*TASK BRIEF*
Filter the listing down to the lines containing the word "controls".

[Opening TASK DATA section]

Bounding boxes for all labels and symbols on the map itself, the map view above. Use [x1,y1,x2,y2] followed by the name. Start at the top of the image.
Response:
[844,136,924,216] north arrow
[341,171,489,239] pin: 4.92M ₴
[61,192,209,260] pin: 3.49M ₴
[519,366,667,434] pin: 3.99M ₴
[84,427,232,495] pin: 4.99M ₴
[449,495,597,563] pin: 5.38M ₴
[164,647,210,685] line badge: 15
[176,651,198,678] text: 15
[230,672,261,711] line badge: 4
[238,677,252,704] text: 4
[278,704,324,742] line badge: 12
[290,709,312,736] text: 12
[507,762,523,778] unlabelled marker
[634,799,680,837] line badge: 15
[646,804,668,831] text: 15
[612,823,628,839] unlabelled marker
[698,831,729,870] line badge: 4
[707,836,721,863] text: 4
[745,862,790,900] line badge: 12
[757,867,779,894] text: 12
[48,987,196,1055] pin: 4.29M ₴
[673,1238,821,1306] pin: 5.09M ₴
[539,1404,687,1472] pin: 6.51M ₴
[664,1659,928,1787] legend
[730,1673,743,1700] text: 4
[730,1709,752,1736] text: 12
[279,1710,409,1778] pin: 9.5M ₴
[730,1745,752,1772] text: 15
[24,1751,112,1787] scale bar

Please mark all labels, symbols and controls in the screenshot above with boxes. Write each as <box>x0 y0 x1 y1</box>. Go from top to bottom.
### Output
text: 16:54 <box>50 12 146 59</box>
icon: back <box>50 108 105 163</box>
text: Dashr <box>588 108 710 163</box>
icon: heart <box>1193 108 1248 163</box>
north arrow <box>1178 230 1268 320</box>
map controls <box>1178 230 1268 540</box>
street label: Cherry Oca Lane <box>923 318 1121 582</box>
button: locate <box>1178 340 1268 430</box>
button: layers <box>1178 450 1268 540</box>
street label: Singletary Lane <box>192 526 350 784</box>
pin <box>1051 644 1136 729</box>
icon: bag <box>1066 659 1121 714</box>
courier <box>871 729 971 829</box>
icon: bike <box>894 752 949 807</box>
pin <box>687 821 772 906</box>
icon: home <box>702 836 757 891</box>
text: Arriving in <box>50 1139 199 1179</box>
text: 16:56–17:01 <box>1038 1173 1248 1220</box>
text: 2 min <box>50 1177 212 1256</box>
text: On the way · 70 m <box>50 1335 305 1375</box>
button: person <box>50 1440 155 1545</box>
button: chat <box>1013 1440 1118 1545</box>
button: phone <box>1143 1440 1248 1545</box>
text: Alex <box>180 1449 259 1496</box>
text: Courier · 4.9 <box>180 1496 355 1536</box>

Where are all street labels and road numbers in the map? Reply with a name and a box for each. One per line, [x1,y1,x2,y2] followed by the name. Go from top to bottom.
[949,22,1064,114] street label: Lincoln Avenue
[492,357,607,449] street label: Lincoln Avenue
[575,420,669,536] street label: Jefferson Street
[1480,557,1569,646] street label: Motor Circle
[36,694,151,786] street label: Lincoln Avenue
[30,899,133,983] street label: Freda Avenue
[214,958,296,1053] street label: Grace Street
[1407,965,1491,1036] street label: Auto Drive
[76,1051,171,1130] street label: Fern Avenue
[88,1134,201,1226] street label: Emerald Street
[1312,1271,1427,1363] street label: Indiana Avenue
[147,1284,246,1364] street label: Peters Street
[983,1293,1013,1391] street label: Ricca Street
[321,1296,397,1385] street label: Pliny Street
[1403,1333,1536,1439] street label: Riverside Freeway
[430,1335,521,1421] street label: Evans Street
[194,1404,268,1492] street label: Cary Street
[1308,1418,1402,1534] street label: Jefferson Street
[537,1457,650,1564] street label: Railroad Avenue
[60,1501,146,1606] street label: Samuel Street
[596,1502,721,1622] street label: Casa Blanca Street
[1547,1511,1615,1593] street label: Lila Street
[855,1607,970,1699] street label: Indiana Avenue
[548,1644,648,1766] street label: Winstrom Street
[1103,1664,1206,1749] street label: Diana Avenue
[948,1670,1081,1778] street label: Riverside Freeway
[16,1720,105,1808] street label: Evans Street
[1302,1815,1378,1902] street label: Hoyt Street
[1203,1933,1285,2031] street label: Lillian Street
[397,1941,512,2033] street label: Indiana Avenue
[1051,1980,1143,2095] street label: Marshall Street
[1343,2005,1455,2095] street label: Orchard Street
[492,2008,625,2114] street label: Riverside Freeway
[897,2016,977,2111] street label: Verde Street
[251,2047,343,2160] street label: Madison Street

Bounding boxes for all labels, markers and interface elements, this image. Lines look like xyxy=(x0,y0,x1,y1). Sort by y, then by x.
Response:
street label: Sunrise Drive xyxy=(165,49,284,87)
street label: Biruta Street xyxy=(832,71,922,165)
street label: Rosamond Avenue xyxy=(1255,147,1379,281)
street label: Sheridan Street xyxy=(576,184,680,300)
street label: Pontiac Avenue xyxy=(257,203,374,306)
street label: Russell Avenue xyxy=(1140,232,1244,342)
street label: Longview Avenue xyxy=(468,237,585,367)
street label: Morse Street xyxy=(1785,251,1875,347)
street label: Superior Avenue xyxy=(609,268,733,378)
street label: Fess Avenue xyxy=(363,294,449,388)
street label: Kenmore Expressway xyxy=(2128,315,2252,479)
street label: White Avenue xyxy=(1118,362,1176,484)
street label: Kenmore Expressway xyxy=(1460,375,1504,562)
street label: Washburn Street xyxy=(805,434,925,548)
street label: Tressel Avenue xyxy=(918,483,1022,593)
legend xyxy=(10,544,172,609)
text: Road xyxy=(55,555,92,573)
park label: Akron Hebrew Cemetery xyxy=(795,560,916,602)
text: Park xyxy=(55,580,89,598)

[Closing TASK DATA section]

*TASK SOLUTION*
Please mark all labels, symbols and controls in the screenshot above with boxes. Write each as <box>x0 y0 x1 y1</box>. Go from top to bottom.
map controls <box>1178 230 1268 540</box>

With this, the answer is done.